> ASSIGNMENT
Set down the listing below verbatim, but only from its first line through the line containing "height:14px; margin:-7px; padding:0".

———

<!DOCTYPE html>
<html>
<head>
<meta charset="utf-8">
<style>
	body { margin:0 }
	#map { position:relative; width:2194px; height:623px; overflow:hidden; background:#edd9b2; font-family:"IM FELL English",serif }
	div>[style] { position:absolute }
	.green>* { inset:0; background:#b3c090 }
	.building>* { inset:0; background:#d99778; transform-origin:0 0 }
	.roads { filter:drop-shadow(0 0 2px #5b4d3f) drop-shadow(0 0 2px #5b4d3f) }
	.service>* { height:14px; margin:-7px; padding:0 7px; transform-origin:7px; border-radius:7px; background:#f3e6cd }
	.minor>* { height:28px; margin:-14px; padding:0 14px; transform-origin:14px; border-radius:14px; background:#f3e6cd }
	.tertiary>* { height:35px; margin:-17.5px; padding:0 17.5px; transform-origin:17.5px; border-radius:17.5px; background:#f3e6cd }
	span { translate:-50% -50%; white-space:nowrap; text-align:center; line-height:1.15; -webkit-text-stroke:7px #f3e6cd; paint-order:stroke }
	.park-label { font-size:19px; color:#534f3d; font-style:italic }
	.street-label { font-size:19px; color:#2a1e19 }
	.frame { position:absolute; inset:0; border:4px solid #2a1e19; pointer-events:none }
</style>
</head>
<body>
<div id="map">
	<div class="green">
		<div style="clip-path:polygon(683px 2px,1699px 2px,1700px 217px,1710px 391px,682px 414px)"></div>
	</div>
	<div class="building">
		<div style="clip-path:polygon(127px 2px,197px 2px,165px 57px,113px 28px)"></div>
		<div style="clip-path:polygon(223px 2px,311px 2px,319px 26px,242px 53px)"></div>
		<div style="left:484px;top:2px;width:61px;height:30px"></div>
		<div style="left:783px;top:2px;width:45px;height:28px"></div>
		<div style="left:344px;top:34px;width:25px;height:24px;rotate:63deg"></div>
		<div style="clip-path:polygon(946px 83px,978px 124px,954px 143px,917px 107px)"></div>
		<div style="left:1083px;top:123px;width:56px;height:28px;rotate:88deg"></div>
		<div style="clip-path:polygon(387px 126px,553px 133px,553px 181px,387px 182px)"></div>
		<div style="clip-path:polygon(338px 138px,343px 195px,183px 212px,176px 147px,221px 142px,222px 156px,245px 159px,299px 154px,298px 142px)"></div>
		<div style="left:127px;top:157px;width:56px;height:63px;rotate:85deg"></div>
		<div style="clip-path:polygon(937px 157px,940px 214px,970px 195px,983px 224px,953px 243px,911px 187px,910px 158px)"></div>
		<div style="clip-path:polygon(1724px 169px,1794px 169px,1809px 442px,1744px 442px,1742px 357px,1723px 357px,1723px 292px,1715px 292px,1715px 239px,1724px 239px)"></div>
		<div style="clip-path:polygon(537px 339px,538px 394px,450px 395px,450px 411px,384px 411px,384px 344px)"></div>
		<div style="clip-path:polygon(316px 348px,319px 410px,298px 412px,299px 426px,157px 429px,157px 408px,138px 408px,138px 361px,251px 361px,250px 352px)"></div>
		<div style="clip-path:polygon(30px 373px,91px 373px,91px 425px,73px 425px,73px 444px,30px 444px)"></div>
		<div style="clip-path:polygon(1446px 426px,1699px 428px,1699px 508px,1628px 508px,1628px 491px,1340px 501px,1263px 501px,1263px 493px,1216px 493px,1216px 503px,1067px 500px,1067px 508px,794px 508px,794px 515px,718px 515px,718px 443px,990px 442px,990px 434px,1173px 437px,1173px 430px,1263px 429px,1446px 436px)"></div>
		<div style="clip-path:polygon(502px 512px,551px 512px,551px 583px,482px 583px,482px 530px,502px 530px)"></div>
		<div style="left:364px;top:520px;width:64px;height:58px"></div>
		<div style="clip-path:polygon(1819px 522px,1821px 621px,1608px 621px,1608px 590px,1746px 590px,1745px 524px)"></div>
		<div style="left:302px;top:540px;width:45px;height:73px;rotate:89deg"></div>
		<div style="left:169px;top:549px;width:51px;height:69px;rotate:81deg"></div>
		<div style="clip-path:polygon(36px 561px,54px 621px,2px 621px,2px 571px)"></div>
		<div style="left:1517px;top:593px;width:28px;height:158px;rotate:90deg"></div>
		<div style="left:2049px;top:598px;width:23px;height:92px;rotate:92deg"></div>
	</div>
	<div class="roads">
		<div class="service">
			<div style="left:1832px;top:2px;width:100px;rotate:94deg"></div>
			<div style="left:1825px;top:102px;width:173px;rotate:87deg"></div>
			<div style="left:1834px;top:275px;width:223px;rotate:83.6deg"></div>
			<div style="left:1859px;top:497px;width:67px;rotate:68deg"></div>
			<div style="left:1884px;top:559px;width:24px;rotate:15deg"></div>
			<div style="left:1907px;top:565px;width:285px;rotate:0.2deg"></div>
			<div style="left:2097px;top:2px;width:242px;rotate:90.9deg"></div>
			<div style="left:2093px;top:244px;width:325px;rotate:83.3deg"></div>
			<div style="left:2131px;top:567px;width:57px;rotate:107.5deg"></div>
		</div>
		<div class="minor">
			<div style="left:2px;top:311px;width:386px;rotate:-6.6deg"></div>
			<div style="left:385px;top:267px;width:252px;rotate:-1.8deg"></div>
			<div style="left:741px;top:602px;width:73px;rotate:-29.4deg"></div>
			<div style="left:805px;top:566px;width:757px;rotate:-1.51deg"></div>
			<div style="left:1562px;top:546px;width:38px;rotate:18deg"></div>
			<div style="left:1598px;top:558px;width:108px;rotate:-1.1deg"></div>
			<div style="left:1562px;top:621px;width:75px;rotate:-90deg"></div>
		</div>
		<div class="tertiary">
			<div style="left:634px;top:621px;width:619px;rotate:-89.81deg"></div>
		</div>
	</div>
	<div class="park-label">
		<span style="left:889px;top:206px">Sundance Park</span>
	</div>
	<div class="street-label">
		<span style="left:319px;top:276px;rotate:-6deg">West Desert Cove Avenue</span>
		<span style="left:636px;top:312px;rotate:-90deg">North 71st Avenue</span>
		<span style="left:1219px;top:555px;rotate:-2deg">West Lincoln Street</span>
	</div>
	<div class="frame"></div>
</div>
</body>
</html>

———

> SOLVED PROBLEM
<!DOCTYPE html>
<html>
<head>
<meta charset="utf-8">
<style>
	body { margin:0 }
	#map { position:relative; width:2194px; height:623px; overflow:hidden; background:#edd9b2; font-family:"IM FELL English",serif }
	div>[style] { position:absolute }
	.green>* { inset:0; background:#b3c090 }
	.building>* { inset:0; background:#d99778; transform-origin:0 0 }
	.roads { filter:drop-shadow(0 0 2px #5b4d3f) drop-shadow(0 0 2px #5b4d3f) }
	.service>* { height:14px; margin:-7px; padding:0 7px; transform-origin:7px; border-radius:7px; background:#f3e6cd }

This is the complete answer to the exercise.